### Task directions
Within the material that follows, how many lines include the string "places"? Answer with the number and nothing more.

### Data in this exercise
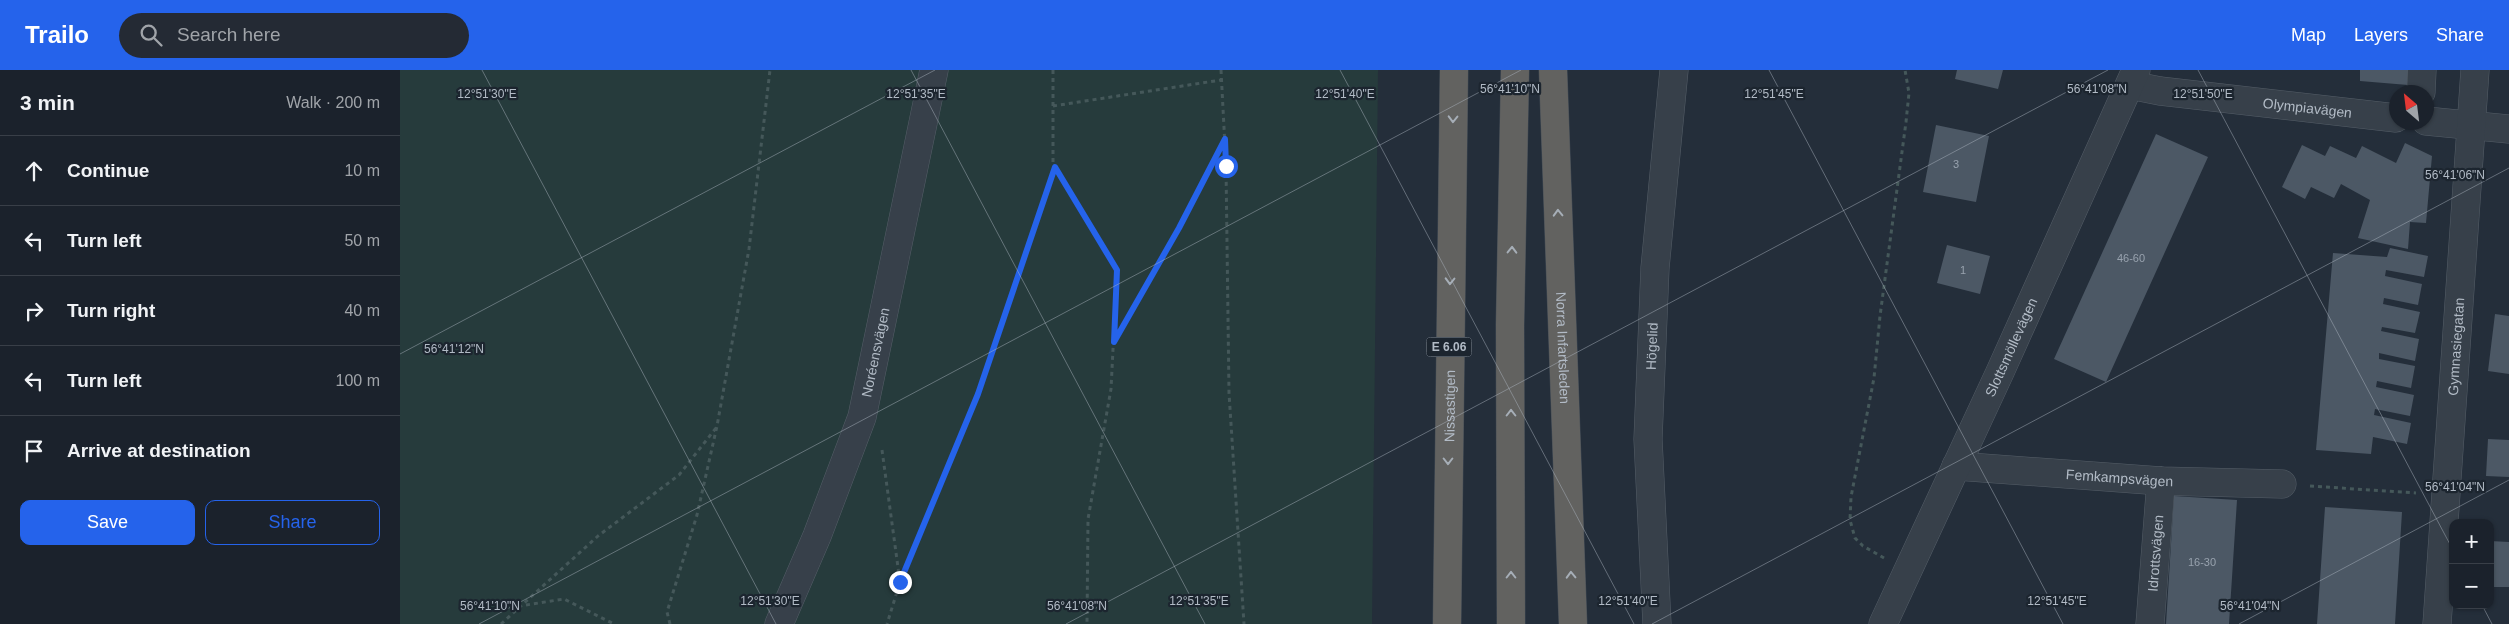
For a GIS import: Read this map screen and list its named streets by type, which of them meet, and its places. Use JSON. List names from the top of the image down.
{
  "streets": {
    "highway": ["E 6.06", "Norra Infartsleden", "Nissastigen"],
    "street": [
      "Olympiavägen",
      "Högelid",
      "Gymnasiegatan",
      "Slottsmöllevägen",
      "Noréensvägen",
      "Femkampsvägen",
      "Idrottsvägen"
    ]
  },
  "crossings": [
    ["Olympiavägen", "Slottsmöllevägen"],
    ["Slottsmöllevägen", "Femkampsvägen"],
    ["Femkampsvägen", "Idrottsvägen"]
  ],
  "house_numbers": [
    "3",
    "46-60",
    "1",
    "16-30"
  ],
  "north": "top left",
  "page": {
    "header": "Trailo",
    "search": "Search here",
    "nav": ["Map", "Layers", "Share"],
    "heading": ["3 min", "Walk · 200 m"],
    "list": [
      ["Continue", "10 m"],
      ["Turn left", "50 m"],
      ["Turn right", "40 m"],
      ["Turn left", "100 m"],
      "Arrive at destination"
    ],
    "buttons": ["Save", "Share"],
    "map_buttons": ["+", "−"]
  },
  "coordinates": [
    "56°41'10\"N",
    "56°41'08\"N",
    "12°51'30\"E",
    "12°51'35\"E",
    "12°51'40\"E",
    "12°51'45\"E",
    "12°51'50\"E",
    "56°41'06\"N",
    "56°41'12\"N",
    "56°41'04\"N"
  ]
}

---

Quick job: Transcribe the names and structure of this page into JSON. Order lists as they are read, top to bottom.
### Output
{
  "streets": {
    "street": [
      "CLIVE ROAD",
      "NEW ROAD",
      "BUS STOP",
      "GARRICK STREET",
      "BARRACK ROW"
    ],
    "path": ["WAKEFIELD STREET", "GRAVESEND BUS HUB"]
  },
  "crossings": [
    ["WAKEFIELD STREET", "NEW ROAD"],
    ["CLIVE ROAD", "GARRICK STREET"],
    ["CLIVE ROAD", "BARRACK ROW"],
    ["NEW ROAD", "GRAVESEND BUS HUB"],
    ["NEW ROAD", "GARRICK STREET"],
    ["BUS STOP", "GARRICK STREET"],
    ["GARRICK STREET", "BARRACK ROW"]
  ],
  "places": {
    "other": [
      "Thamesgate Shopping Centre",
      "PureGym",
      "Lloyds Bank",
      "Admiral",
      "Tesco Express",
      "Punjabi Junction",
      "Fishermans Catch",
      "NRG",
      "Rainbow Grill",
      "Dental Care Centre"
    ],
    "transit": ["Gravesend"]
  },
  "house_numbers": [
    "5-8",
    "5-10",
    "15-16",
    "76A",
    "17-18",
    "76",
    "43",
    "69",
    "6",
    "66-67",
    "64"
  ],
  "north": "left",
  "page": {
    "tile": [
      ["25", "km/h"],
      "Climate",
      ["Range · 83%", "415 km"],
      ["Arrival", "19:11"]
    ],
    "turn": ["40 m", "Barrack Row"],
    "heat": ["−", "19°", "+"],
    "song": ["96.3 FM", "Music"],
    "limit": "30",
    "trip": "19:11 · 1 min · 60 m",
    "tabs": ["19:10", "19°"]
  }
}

### Exercise response
2